Today, my mum wakes up and starts going on about the whole marriage talk. She starts by saying she had a dream in which I brought someone to her, my ex-boyfriend actually and I was all over him, introducing him as my fiance. Then, she rounds up by asking who it was that called last night. I tell her, it was my friend, and narrate how upset everyone was that he called that "late". She refutes the fact that it was late, repeating Ryan's words coincidentally. The day was just a pup, how late really is 10:30. Then, she links that to her lecture on getting a date which I classify in my mind as operation get laid first before we get a man. She goes on and on about how I can get dates from the singles meetings in our church, that there are lots of eligibles in there. Whenever we have this talk, it makes me feel old, and nearing the pith of frustration. It makes me think, am I truly devoid of all youthfulness that I have to take advice from my mother about where to get a date? Then, I stare at my youthful face in the mirror for hours wondering when the late 20-something bitterness will set in then I walk around with a mopey look on my face all damn day.
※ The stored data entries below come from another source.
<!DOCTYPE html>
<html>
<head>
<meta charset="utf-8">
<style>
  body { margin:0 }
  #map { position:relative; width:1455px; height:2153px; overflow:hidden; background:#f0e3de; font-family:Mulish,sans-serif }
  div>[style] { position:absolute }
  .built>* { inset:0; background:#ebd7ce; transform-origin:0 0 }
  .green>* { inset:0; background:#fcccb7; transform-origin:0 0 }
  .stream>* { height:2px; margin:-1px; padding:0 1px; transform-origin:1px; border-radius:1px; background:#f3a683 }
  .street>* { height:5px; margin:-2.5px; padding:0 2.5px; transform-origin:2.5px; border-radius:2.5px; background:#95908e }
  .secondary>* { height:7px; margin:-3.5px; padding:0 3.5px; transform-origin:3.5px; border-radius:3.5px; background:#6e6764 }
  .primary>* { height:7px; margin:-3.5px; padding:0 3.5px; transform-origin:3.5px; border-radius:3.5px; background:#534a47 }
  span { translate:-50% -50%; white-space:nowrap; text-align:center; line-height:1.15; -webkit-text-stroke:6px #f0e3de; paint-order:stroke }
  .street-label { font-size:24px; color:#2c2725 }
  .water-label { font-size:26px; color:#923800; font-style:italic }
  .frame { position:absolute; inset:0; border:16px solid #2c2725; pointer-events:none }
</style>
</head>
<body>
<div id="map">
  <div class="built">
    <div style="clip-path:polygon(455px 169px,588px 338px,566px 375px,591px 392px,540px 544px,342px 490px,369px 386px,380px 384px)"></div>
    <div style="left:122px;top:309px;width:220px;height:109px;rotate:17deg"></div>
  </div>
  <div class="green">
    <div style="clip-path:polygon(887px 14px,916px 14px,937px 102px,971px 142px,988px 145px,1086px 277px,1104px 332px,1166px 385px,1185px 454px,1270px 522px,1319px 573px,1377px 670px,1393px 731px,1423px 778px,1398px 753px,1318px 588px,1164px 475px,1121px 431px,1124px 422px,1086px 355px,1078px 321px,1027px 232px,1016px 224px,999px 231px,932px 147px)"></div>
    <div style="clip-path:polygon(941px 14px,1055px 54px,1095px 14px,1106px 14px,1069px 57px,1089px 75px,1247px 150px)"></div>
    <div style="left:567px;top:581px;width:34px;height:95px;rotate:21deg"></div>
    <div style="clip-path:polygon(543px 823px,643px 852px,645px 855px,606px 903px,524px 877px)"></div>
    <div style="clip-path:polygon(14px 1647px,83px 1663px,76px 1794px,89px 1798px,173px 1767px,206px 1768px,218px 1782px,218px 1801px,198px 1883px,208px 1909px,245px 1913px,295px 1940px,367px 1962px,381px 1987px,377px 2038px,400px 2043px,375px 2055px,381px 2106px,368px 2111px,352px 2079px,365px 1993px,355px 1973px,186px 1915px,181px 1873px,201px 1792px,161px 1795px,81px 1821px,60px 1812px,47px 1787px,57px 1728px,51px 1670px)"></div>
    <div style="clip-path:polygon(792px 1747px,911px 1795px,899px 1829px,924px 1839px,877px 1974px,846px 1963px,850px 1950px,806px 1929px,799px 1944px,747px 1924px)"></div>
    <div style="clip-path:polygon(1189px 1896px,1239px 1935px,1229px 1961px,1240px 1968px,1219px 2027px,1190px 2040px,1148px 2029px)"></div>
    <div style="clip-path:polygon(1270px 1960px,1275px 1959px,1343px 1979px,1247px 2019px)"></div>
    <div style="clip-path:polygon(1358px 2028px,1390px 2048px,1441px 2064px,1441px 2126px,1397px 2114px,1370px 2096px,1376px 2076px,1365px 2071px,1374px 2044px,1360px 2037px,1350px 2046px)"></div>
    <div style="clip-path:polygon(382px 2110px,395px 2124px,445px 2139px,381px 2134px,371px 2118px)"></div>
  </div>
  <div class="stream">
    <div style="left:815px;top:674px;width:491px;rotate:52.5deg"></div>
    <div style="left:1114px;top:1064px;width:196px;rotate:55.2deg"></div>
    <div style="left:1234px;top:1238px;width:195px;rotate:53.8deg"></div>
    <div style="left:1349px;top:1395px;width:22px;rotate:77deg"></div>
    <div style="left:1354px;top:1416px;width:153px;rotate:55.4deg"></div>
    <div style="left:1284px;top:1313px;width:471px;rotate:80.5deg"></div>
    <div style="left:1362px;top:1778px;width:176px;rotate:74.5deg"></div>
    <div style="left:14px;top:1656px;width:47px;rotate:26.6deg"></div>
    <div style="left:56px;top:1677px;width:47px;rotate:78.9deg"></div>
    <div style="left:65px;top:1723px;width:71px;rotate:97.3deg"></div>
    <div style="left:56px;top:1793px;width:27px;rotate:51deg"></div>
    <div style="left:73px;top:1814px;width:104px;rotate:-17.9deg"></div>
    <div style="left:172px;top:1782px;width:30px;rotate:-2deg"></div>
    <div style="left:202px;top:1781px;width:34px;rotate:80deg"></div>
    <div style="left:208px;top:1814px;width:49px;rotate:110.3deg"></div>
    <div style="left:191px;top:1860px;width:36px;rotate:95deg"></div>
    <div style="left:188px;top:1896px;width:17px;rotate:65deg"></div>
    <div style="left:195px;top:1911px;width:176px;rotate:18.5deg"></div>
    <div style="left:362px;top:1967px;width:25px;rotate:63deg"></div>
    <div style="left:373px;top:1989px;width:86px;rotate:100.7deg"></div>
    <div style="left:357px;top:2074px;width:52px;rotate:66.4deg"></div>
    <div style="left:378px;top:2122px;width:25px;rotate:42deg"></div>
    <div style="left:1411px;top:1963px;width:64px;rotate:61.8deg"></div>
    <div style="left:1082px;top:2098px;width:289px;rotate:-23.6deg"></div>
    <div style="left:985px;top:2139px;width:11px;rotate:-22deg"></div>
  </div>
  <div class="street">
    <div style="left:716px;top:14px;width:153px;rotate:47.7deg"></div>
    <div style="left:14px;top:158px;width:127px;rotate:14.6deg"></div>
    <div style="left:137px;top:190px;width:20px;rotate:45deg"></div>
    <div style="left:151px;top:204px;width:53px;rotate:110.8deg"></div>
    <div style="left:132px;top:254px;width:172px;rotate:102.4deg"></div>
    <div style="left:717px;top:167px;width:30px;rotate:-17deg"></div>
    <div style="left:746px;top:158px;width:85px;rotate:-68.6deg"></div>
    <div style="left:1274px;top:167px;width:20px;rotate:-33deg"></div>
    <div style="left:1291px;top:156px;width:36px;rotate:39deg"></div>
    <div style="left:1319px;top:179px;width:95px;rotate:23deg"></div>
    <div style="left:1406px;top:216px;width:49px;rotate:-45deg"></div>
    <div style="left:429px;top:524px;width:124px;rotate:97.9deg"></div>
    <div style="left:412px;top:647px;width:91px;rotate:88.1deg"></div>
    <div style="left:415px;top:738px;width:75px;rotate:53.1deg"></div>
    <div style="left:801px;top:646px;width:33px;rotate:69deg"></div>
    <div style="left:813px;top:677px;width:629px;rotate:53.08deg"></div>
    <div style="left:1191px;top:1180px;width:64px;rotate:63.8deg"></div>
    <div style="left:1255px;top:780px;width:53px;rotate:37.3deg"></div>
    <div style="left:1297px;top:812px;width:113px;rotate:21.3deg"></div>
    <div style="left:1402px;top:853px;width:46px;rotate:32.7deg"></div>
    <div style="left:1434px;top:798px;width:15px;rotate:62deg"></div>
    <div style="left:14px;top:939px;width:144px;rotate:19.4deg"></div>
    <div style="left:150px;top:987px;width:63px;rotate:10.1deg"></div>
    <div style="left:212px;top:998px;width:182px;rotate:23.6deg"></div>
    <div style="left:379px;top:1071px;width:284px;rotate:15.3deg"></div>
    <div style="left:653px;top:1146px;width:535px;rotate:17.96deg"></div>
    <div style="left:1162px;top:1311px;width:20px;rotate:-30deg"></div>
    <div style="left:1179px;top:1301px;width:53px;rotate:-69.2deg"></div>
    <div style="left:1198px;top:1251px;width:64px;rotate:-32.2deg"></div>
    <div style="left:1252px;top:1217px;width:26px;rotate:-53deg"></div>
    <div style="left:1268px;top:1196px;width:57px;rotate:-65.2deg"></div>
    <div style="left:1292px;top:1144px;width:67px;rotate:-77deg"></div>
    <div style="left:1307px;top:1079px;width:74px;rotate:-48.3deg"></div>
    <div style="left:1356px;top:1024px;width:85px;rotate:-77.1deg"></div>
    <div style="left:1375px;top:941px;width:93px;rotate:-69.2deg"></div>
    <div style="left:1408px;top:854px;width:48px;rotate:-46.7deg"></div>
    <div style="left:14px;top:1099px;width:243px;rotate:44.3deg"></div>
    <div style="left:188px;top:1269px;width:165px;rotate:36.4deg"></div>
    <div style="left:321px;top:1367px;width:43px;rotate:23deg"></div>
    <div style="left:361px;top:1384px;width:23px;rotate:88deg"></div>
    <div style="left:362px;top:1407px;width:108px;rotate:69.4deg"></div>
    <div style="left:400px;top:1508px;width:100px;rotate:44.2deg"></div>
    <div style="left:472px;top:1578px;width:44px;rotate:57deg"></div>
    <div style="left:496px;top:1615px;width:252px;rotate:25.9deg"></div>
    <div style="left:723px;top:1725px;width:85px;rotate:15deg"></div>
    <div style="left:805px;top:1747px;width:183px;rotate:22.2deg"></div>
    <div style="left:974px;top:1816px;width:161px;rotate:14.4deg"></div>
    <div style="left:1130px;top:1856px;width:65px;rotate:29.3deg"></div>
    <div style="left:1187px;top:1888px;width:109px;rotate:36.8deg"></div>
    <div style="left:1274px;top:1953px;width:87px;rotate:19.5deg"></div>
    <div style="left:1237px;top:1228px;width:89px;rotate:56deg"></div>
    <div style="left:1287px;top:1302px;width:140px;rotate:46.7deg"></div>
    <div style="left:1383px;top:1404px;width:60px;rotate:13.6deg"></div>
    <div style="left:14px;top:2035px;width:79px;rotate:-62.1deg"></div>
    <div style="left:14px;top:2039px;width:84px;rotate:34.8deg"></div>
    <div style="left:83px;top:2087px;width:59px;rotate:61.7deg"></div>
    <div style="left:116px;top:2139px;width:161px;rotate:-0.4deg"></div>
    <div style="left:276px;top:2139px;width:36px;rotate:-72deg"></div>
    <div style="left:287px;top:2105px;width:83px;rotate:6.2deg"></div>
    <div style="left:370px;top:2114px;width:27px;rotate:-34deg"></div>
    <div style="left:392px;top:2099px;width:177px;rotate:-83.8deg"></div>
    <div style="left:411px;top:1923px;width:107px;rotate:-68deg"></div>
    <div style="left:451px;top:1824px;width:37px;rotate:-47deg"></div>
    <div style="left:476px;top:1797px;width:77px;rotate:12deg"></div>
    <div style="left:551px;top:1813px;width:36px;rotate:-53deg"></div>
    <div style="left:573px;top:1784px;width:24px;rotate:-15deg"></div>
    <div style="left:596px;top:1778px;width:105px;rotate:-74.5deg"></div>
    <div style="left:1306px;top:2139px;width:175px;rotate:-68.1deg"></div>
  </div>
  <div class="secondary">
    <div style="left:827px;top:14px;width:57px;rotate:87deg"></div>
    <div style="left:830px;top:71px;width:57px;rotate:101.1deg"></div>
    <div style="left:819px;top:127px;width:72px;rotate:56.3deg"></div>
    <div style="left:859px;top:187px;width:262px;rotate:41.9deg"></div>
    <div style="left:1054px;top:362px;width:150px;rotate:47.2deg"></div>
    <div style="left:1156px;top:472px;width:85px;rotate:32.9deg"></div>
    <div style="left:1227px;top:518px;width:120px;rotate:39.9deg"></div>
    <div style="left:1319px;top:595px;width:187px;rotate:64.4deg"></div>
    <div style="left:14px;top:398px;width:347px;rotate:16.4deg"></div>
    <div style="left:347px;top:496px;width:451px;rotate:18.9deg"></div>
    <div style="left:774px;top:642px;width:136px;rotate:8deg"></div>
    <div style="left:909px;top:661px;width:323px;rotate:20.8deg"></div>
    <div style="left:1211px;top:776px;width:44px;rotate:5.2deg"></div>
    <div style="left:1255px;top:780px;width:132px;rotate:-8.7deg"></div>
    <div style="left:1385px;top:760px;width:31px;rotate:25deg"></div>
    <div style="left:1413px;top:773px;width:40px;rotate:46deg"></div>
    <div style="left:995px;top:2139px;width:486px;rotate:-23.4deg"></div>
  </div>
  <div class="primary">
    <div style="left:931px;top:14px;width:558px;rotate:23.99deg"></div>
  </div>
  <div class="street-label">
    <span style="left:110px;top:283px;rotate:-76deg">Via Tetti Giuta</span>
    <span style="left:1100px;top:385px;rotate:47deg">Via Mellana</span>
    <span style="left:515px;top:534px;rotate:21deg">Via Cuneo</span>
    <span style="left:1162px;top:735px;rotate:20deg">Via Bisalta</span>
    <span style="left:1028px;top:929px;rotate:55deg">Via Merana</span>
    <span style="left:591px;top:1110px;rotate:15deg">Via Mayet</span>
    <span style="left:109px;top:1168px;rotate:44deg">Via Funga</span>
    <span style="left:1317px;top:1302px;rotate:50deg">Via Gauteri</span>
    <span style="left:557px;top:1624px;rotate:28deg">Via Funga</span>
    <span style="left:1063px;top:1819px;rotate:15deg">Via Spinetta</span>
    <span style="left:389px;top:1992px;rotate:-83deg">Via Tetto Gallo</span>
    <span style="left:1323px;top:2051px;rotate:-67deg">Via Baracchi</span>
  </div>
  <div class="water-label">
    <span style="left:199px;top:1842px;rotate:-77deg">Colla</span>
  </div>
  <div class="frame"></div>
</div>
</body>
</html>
IN the end, her conversation succeeded. To top it off, my sister calls me during the day asking me why the guy had called me for a "booty call." And I am like bewildered. I just got a callback from doing cupid for someone, not like anyone volunteers to do cupid for me, but it was just a callback. So everyone lighten the fuck up. It's not a date, not my boyfriend, not anything near it. Just a guy who happens to find me very interesting, interesting enough to want to chat with me evryday at work, and whom I find extremely amusing. No one's made me laugh as much as he does everytime we work together. No one. However, he is not my boyfriend, not my booty call, and nothing near affectionate towards me. I JUST NEED TO GET FUCKING LAID OKAY. Ahem...Trusting that marriage would come later.
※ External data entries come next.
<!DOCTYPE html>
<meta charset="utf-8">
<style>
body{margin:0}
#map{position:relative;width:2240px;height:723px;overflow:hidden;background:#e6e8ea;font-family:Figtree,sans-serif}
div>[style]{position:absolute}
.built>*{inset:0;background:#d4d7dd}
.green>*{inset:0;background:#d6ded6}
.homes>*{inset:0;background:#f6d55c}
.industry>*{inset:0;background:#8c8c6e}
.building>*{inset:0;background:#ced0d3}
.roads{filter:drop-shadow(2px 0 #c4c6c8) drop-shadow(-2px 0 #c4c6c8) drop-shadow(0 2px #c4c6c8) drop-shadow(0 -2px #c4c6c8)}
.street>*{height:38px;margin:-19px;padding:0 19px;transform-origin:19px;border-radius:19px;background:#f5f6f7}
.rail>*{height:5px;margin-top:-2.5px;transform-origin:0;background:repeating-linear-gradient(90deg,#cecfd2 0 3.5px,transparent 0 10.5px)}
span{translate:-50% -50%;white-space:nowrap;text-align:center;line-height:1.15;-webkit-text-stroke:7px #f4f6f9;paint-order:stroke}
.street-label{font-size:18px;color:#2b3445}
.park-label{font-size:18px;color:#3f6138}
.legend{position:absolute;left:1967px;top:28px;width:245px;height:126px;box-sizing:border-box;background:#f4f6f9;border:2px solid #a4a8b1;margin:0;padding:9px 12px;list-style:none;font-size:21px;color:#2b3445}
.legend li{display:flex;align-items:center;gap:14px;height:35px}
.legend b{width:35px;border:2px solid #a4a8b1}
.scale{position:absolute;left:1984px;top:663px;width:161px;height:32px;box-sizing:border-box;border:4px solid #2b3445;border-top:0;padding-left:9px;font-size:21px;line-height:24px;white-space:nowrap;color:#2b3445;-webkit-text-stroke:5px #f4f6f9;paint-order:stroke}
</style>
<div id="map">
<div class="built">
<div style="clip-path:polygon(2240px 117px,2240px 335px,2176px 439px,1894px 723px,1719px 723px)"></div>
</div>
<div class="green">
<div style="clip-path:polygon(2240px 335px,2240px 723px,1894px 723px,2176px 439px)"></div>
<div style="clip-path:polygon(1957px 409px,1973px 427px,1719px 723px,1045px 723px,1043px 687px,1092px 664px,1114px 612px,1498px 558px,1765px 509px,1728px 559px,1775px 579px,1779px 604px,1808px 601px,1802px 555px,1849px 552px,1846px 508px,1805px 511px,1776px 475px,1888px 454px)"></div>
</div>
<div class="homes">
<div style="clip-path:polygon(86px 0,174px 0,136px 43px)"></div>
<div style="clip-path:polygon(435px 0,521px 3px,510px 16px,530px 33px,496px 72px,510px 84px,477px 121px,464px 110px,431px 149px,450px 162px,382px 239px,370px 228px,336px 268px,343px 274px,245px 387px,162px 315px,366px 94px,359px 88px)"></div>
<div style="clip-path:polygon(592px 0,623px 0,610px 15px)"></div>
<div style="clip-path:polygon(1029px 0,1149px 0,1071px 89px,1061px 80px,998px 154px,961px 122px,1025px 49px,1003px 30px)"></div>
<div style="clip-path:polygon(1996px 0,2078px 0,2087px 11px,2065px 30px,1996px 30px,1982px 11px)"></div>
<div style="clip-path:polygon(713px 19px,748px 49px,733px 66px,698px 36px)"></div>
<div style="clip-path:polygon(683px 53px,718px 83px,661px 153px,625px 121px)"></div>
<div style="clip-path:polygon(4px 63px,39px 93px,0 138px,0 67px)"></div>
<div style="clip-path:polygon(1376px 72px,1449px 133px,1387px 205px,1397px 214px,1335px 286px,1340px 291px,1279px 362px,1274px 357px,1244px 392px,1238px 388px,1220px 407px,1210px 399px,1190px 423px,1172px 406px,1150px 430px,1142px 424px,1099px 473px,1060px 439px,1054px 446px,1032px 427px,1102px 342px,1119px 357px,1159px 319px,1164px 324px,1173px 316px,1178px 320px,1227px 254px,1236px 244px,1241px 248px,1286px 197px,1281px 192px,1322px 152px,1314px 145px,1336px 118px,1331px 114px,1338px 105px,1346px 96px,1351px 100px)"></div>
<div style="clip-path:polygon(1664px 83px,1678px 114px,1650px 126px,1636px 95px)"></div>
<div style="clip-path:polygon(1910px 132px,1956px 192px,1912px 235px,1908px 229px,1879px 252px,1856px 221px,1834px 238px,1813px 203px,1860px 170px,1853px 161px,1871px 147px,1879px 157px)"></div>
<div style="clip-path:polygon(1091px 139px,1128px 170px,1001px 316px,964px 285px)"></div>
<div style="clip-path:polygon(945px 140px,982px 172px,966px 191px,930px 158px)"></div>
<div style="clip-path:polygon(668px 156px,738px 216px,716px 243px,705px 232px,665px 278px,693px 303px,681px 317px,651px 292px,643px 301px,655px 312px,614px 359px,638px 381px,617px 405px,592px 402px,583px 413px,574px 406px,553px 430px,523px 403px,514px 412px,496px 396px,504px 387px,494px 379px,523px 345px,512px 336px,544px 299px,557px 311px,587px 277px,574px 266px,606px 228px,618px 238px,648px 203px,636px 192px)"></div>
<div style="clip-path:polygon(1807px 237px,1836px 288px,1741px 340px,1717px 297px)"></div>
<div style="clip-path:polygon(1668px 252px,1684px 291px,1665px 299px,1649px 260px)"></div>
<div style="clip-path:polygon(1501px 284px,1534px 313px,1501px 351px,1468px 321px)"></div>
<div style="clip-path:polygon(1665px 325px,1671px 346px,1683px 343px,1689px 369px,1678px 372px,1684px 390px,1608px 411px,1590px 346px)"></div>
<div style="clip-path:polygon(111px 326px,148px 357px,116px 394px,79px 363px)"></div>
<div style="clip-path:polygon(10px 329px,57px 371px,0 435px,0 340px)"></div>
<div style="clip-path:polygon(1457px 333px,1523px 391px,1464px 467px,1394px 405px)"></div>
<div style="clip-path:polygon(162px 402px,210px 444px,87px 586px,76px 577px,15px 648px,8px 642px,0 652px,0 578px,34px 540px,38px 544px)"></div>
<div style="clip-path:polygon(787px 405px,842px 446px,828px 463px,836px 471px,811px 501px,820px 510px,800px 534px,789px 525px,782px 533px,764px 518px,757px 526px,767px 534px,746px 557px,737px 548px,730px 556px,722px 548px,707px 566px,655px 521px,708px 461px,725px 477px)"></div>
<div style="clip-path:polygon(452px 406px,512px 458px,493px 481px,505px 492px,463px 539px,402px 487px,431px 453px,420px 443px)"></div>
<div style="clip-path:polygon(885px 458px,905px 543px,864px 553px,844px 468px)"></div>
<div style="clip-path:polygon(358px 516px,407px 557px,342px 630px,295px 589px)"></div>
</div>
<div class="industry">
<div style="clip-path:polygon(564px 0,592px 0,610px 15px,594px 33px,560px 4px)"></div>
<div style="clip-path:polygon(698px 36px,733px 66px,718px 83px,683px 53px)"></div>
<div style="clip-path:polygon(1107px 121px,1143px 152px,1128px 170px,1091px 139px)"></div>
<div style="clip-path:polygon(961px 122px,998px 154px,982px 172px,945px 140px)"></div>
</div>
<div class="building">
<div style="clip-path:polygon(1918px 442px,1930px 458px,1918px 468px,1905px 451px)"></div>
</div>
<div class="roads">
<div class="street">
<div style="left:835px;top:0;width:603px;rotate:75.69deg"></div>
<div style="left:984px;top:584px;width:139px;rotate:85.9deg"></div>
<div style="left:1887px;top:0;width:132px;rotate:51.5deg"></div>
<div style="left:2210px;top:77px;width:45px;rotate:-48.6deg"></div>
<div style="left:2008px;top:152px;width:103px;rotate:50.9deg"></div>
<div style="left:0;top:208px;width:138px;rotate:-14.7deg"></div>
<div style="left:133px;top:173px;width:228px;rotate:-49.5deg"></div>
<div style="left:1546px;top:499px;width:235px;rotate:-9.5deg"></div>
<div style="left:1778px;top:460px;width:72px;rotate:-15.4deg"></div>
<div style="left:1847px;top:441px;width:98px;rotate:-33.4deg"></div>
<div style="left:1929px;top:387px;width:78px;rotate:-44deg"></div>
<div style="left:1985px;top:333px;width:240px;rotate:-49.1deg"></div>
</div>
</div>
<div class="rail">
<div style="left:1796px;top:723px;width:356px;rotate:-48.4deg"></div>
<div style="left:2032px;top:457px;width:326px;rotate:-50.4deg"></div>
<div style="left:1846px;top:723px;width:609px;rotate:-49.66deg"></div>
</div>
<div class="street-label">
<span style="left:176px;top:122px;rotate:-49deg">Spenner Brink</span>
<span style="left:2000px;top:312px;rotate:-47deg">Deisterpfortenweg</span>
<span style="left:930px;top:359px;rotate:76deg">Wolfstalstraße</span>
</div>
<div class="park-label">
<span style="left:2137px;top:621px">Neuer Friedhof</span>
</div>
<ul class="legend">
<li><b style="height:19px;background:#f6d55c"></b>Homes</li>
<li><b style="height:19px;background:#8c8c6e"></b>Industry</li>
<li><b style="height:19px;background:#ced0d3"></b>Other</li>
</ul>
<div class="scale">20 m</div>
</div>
So I go to work, sporting the mopey look all through the day. And guess who comes in after work to dissipate the lovely cheer we were all having as we were eating lunch. Him. Cute co-worker. Him. He doesn't talk to me. I don't look at him. Ryan had given me some sensitive advice which I should have given myself a long time ago. Ignore him. I did. It hurt so much too. It felt slightly childish. But I did. The hard part about it was, there was nothing to ignore because coincidentally (yes, I am using that word for the 3rd time) he ignored me too. I was like What The Fuck? Aren't you gonna even play with me and give me the pleasure of ignoring you? Nope. He didn't He sat far away from us and cuddled and smiled with every single one on my table except yours truly. I was like, "This is not getting any easier I can tell you that?" Someone will think we've had sex already. We hadn't, and already he's ignorin me, what if we had.
His worse than Sola I swear. But at least Sola would hint to you that you should meet him up later for sex. And then ignore you. Not before. Not because I gave him my freaking number. Are we lightening the fuck up around here? I would think I de-flowered him?
This whole thing is complicating my already depressing evening. I leave the little soiree which he had already made sour and head out to Target. And guess who calls: my best friend. I don't know if I should laugh or cry.
I am home now. I just wish something exciting would happen though. Like him calling, or someone calling even if it is my Ryan calling.
So I am not high. I wish I could be. It would take the edge off slightly.